Keywords: Water quality, Water quality monitoring, Watershed management

Duration: 3/00 - 2/01

Funds Requested:

Federal Funds: 4,530

Non-Federal Funds:  5,684             3,376               9,060
                                   Direct             Indirect            TOTAL

Principal investigators name(s) and university:

Principal Investigators: Jim C. Loftis, Colorado State University

Co-Principal Investigator: Robert C. Ward, Colorado State University

Congressional district: 4th

Statement of critical regional or state water problems

Water quality monitoring programs are increasingly being held accountable for the information they produce, especially as more information driven management programs are implemented (eg source water protection and Section 303d list development). Many municipalities along the front range of Colorado are under pressure to expand their raw water monitoring programs as development in the watersheds, supplying municipal water, increases and as the Safe Drinking Water Act regulations tighten. Budgets for monitoring, however, are under financial constraints.

Because of the financial and information constraints being placed on water quality monitoring programs, there is a need to evaluate municipal watershed monitoring programs to insure they are meeting information needs while operating in an efficient manner. The means to evaluate water quality monitoring programs have been evolving over the years, but the practical application of the technology has been limited.

Water Quality Monitoring System Effectiveness Evaluation:

Denver Water Case Study

Nature, Scope and Objectives

The purpose of this project is to assemble existing water quality monitoring system design theory, develop a means to use such theory to evaluate the information effectiveness of existing municipal watershed monitoring programs and apply the theory to Denver Water’s watershed monitoring program as a case study.

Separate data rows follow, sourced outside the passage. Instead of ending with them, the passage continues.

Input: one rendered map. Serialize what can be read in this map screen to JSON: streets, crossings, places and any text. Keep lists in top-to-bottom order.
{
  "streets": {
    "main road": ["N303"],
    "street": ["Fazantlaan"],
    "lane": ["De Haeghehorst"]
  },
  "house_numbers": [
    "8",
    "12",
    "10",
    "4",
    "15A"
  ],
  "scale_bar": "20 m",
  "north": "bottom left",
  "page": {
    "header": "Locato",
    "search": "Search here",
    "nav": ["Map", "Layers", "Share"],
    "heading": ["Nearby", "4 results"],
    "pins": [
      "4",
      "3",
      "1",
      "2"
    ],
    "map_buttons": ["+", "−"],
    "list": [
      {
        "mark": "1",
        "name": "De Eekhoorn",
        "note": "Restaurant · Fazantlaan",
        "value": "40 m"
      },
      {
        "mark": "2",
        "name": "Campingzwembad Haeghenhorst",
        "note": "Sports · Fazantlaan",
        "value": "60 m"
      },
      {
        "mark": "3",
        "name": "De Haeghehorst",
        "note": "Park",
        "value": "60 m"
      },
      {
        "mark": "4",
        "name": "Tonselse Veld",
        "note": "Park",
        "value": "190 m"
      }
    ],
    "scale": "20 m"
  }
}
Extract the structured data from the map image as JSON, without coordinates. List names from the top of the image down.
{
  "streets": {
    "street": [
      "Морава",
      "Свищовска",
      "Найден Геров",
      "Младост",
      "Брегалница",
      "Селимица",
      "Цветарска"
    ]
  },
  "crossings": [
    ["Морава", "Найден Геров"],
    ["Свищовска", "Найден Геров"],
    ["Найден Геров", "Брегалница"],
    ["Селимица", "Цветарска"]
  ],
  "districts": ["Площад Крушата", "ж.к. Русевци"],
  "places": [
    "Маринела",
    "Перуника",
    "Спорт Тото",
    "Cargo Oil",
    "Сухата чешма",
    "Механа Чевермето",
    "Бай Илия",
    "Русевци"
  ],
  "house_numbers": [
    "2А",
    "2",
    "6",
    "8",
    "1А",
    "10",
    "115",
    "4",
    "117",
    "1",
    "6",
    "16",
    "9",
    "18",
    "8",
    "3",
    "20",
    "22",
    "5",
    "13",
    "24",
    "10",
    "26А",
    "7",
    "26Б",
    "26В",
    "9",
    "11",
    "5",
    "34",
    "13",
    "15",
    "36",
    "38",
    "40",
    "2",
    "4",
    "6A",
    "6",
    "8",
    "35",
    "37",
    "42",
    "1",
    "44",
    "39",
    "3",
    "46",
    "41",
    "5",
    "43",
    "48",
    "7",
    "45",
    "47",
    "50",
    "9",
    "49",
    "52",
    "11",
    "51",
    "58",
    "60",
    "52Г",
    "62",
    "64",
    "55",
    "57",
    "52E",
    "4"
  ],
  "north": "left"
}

Denver Water operates an extensive water quality monitoring program that extends over its entire source water area to the terminal reservoirs that feed the treatment plants. This raw water monitoring system evolved over the years as operational needs and various regulatory information requirements were placed on Denver. Denver Water has agreed to have its monitoring program evaluated as a means of testing the existing technology for evaluating the effectiveness of water quality monitoring programs.

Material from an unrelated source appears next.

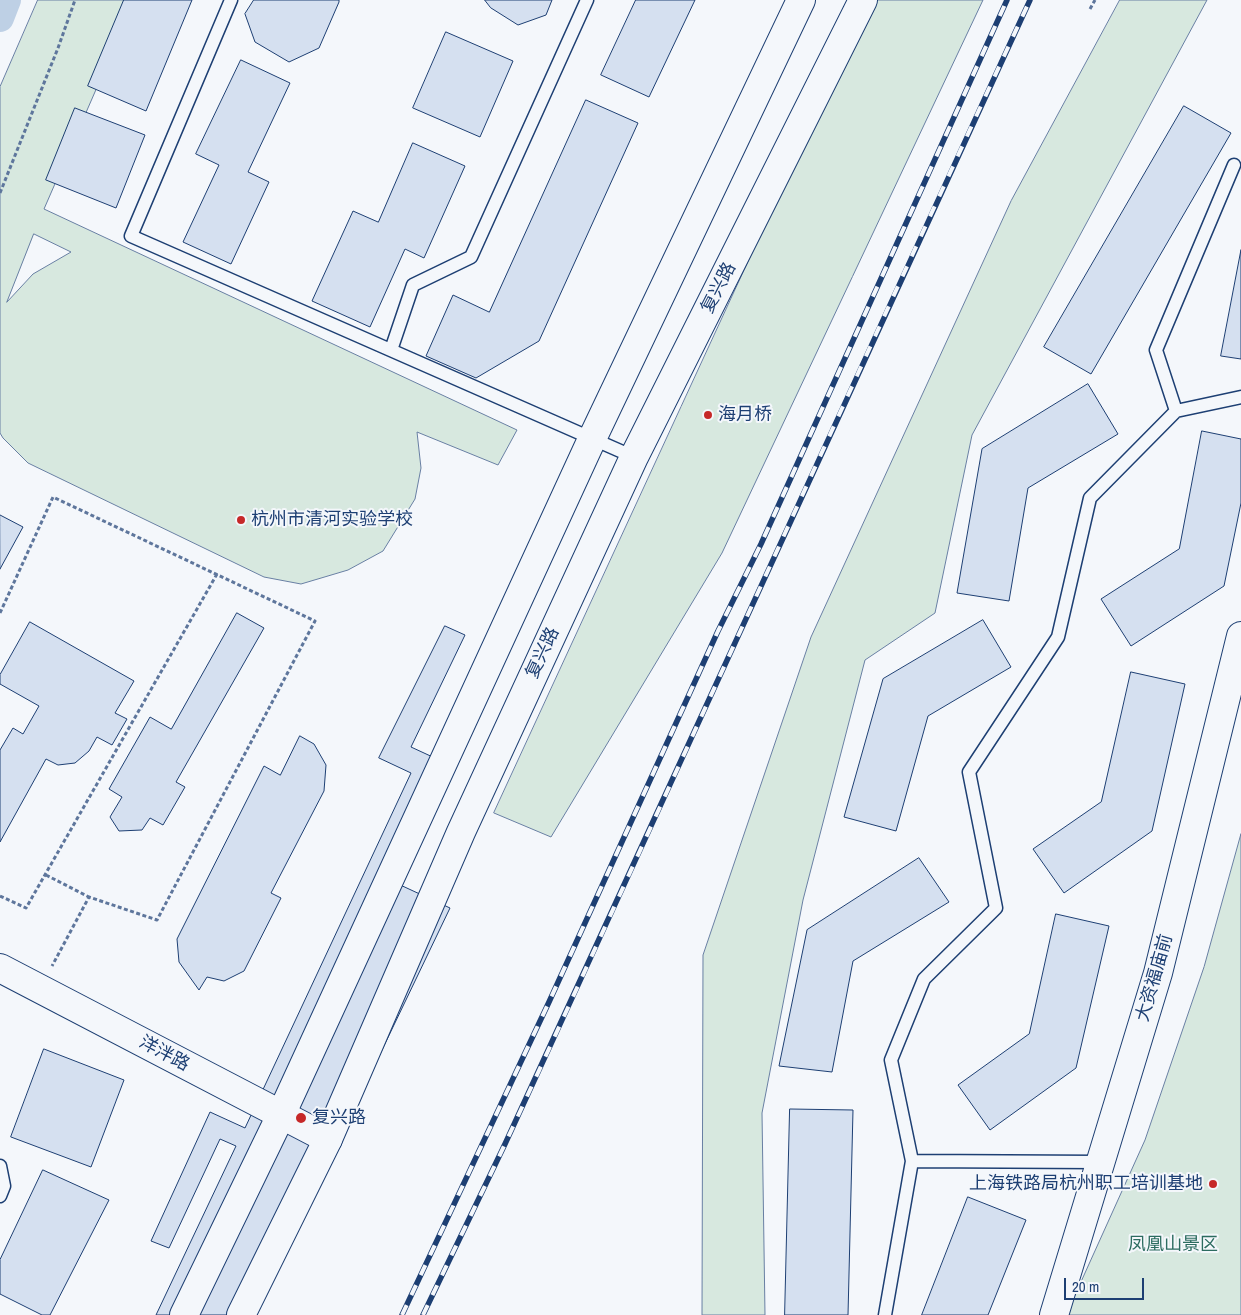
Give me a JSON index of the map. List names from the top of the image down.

Methods, Procedures, and Facilities

The existing knowledge on evaluation of water quality monitoring programs includes the following considerations:

1. Are the information objectives of the monitoring system clearly stated and documented? Are the objectives clearly related to management decision making? What is the legal basis (often same basis for decision making) for spending public money obtaining the desired information?

2. Is there a well-defined and documented data analysis protocol that converts data to the above information goals? The goal of such protocols is to ensure that the analysis of the data, to produce the desired information, is scientifically sound and defensible. Also, by specifying the data analysis methods, before the data are collected, reduces the 'found' data problem that is developing in the field of water quality monitoring. This problem stems from the fact that any data analysis method can be used with 'found' data to generate desired results - on both sides of an issue. By specifying precisely how data will be analyzed before it is collected, this problem is greatly reduced. In other words, the data are collected in a manner that is dictated by the way it will be analyzed to obtain the desired information.

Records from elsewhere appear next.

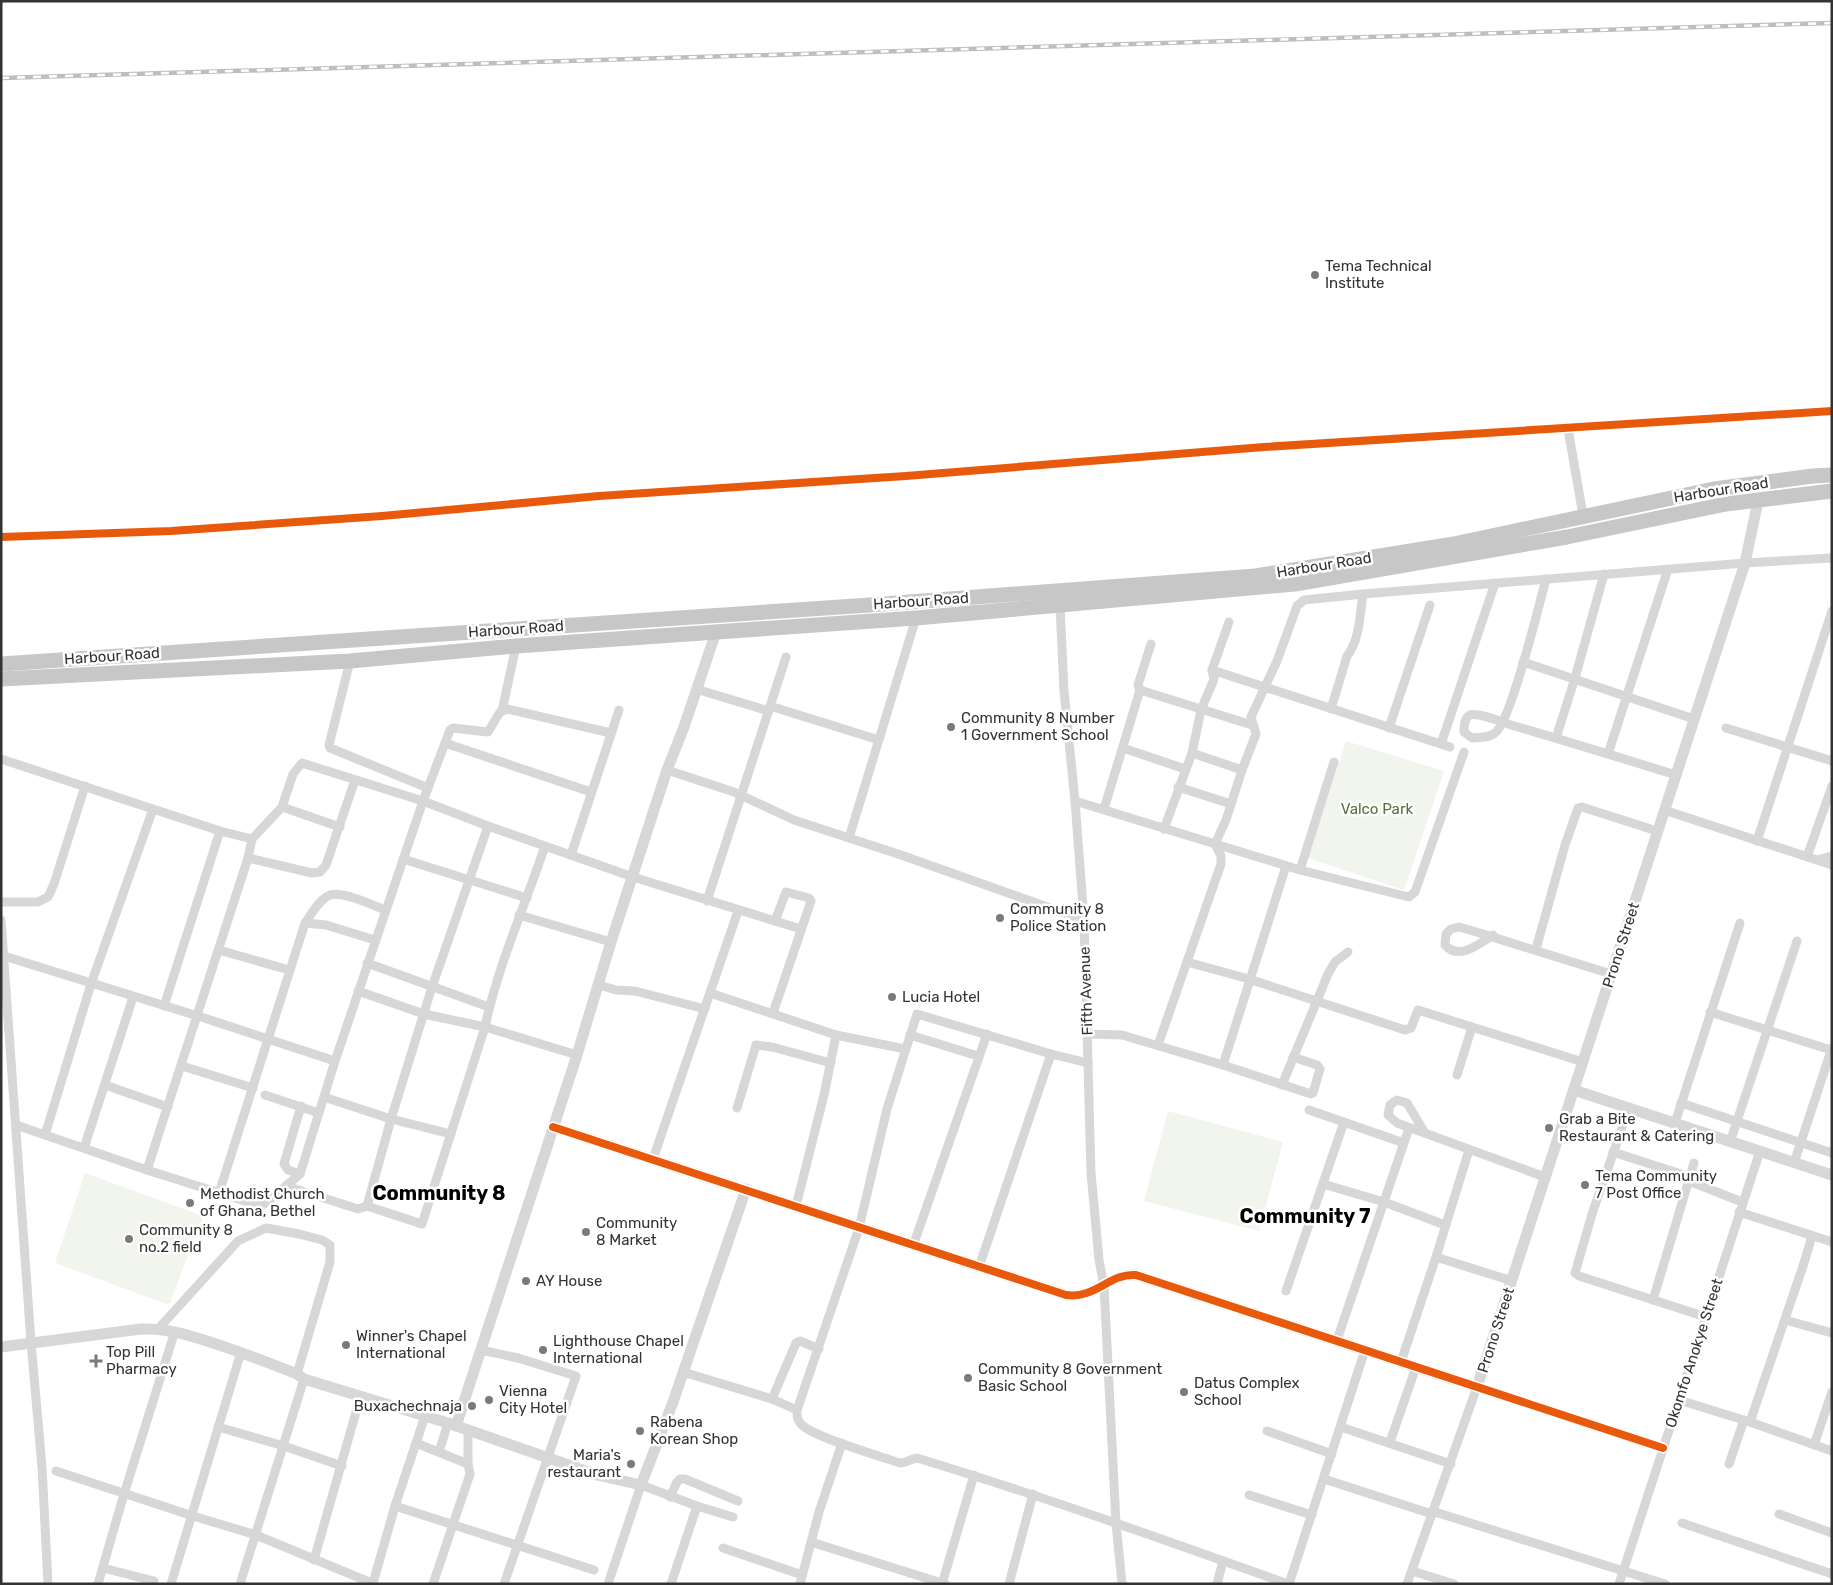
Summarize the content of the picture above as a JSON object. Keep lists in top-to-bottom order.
{
  "streets": {
    "highway": ["Harbour Road"],
    "street": ["Prono Street", "Fifth Avenue", "Okomfo Anokye Street"]
  },
  "crossings": [
    ["Harbour Road", "Prono Street"],
    ["Harbour Road", "Fifth Avenue"]
  ],
  "districts": ["Community 8", "Community 7"],
  "parks": ["Valco Park"],
  "places": {
    "other": [
      "Tema Technical Institute",
      "Community 8 Number 1 Government School",
      "Community 8 Police Station",
      "Lucia Hotel",
      "Grab a Bite Restaurant & Catering",
      "Tema Community 7 Post Office",
      "Methodist Church of Ghana, Bethel",
      "Community 8 Market",
      "Community 8 no.2 field",
      "AY House",
      "Winner's Chapel International",
      "Lighthouse Chapel International",
      "Community 8 Government Basic School",
      "Datus Complex School",
      "Vienna City Hotel",
      "Buxachechnaja",
      "Rabena Korean Shop",
      "Maria's restaurant"
    ],
    "health": ["Top Pill Pharmacy"]
  }
}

3. Is there a widely accepted reporting format used to convey the information to the decision-makers? The operation of most monitoring systems begins to break down, badly, at this point. In general, the 'discipline' of water quality monitoring is still searching for effective and efficient ways to communicate complex water quality information to decision-makers and the public. Progress is being made (ala the Consumer Confidence Reports in which Denver Water is a leader), but there is a need to devote the CCR type of attention to all water quality information.

4. Are the operating procedures and practices for the entire monitoring system clearly defined, understood and documented? What QA/QC practices are used at each step in the process? What training is available for monitoring employees? The monitoring system is deemed to include components similar to the following:

                o                Sampling methods

                o                Laboratory methods

                o                Data handling

                o                Data analysis

                o                Reporting

                o                Information utilization

Thus, each component is carefully examined for completeness and quality control as well as documentation. The examination often has to address consistency in operation of the monitoring system over time. Changes in operations often result in additional variance in the data that masks water quality changes. Changes are more likely to occur in a monitoring program with no documentation and poor training.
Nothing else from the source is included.